Extracted information:

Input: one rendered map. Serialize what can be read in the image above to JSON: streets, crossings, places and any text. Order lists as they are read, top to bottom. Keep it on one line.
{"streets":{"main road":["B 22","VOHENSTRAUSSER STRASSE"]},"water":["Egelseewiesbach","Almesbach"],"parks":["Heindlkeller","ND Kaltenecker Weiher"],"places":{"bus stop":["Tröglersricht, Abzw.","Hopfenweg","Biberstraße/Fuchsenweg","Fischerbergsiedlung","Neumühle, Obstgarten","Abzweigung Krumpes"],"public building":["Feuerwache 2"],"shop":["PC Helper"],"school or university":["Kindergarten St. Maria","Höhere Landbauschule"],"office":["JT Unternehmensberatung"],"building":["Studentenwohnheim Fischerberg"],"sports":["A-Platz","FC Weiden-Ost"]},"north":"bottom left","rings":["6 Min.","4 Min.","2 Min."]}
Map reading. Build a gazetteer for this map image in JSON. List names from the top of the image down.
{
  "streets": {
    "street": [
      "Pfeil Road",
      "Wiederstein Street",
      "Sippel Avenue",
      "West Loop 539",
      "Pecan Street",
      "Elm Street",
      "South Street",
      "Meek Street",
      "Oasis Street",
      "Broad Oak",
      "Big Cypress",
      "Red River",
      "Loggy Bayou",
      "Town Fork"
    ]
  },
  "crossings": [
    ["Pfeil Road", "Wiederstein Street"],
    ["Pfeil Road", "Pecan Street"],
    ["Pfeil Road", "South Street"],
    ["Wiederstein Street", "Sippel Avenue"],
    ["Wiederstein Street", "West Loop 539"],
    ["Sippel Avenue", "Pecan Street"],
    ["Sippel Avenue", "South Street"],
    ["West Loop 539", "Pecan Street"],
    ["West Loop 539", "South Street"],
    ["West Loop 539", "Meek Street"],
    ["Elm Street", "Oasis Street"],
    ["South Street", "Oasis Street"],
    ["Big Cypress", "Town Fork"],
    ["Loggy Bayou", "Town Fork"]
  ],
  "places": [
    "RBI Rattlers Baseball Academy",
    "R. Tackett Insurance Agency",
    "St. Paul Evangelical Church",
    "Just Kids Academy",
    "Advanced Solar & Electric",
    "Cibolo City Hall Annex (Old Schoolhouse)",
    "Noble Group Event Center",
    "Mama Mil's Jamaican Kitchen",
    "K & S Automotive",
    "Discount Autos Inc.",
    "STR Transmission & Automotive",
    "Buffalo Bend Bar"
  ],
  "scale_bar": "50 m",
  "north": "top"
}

Assignment: The records shown above are to be retyped exactly, with none omitted.

Solution:
Input: one rendered map. Serialize what can be read in the image above to JSON: streets, crossings, places and any text. Order lists as they are read, top to bottom. Keep it on one line.
{"streets":{"main road":["B 22","VOHENSTRAUSSER STRASSE"]},"water":["Egelseewiesbach","Almesbach"],"parks":["Heindlkeller","ND Kaltenecker Weiher"],"places":{"bus stop":["Tröglersricht, Abzw.","Hopfenweg","Biberstraße/Fuchsenweg","Fischerbergsiedlung","Neumühle, Obstgarten","Abzweigung Krumpes"],"public building":["Feuerwache 2"],"shop":["PC Helper"],"school or university":["Kindergarten St. Maria","Höhere Landbauschule"],"office":["JT Unternehmensberatung"],"building":["Studentenwohnheim Fischerberg"],"sports":["A-Platz","FC Weiden-Ost"]},"north":"bottom left","rings":["6 Min.","4 Min.","2 Min."]}
Map reading. Build a gazetteer for this map image in JSON. List names from the top of the image down.
{
  "streets": {
    "street": [
      "Pfeil Road",
      "Wiederstein Street",
      "Sippel Avenue",
      "West Loop 539",
      "Pecan Street",
      "Elm Street",
      "South Street",
      "Meek Street",
      "Oasis Street",
      "Broad Oak",
      "Big Cypress",
      "Red River",
      "Loggy Bayou",
      "Town Fork"
    ]
  },
  "crossings": [
    ["Pfeil Road", "Wiederstein Street"],
    ["Pfeil Road", "Pecan Street"],
    ["Pfeil Road", "South Street"],
    ["Wiederstein Street", "Sippel Avenue"],
    ["Wiederstein Street", "West Loop 539"],
    ["Sippel Avenue", "Pecan Street"],
    ["Sippel Avenue", "South Street"],
    ["West Loop 539", "Pecan Street"],
    ["West Loop 539", "South Street"],
    ["West Loop 539", "Meek Street"],
    ["Elm Street", "Oasis Street"],
    ["South Street", "Oasis Street"],
    ["Big Cypress", "Town Fork"],
    ["Loggy Bayou", "Town Fork"]
  ],
  "places": [
    "RBI Rattlers Baseball Academy",
    "R. Tackett Insurance Agency",
    "St. Paul Evangelical Church",
    "Just Kids Academy",
    "Advanced Solar & Electric",
    "Cibolo City Hall Annex (Old Schoolhouse)",
    "Noble Group Event Center",
    "Mama Mil's Jamaican Kitchen",
    "K & S Automotive",
    "Discount Autos Inc.",
    "STR Transmission & Automotive",
    "Buffalo Bend Bar"
  ],
  "scale_bar": "50 m",
  "north": "top"
}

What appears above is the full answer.